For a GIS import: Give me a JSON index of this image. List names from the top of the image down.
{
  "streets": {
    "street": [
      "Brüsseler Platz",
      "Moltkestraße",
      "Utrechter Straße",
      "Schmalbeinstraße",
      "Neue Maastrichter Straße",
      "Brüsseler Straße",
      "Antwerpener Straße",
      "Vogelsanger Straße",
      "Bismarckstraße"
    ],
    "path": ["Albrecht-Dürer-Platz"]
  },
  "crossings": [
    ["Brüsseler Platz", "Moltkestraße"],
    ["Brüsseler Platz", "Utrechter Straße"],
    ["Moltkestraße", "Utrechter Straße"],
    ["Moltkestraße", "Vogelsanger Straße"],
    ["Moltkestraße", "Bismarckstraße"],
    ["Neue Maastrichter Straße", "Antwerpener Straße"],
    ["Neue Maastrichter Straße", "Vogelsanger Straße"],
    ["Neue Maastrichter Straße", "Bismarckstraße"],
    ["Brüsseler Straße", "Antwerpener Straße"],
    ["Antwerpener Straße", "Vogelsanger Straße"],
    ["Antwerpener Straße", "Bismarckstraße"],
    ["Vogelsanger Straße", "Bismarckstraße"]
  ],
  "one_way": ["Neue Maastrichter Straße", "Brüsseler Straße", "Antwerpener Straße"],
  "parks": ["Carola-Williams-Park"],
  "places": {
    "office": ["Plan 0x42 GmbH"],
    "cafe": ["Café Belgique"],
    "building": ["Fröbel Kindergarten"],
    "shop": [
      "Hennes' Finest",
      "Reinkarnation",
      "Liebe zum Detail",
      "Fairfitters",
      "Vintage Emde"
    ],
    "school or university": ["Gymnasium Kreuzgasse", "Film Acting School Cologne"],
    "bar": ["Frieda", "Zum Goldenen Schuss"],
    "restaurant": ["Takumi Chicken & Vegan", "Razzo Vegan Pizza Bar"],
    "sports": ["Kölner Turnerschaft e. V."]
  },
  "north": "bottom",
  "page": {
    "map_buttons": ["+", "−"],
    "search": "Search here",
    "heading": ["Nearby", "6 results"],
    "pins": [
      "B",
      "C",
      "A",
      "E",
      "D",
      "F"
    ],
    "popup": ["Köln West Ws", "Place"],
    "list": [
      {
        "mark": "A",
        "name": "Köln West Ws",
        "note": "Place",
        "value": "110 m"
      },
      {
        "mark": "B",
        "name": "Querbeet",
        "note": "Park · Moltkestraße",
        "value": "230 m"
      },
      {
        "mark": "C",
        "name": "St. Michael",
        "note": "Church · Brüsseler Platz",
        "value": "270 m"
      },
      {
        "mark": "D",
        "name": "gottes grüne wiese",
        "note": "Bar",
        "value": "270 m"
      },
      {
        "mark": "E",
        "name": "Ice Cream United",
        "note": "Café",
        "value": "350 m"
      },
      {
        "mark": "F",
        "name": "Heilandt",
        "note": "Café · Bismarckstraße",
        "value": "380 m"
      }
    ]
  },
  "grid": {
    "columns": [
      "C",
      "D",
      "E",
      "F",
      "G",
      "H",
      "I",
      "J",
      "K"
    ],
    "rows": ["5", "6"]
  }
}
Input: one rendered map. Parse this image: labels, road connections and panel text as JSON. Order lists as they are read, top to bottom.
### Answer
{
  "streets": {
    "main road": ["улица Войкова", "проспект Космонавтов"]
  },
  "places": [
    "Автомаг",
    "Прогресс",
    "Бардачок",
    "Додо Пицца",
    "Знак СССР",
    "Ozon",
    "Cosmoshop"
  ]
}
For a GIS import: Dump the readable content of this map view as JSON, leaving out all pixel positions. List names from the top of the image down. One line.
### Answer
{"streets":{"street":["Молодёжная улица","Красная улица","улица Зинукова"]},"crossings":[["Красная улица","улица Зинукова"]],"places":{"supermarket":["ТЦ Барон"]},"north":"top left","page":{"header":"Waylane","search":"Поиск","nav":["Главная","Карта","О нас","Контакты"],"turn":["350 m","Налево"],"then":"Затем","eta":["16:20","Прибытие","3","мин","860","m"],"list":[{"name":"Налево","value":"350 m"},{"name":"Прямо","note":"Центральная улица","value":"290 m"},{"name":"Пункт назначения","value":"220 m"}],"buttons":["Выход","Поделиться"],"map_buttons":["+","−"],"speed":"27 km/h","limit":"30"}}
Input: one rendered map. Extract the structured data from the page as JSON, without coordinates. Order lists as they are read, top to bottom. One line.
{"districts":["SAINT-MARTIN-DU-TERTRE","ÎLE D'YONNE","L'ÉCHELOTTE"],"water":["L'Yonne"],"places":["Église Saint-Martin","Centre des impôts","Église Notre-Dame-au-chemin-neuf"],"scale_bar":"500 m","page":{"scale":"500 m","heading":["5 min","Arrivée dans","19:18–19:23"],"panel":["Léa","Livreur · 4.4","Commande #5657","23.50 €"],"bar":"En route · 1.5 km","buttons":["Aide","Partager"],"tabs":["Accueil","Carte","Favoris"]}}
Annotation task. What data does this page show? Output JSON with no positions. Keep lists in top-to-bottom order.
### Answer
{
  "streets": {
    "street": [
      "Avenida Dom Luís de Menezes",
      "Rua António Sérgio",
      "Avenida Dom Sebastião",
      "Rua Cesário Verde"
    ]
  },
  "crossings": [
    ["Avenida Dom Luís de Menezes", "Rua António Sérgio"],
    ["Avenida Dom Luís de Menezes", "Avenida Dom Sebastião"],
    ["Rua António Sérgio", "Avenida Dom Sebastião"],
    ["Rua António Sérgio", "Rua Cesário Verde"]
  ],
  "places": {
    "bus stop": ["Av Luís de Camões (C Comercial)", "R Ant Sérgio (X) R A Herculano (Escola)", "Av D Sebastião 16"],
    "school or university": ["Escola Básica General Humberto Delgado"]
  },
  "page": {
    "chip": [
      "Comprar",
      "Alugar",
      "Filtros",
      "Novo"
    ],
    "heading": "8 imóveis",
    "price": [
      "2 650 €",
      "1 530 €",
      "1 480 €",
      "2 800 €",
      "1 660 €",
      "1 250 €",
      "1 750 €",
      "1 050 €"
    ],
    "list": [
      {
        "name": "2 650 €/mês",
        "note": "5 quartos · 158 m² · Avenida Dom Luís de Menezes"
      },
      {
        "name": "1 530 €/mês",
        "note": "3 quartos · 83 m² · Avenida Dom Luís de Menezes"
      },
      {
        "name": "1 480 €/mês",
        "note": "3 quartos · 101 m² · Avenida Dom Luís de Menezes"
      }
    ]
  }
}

────────

- [Exercise description] In the entries above, how many lines include the word "rendered"? Give only that number.

- [Written response] 2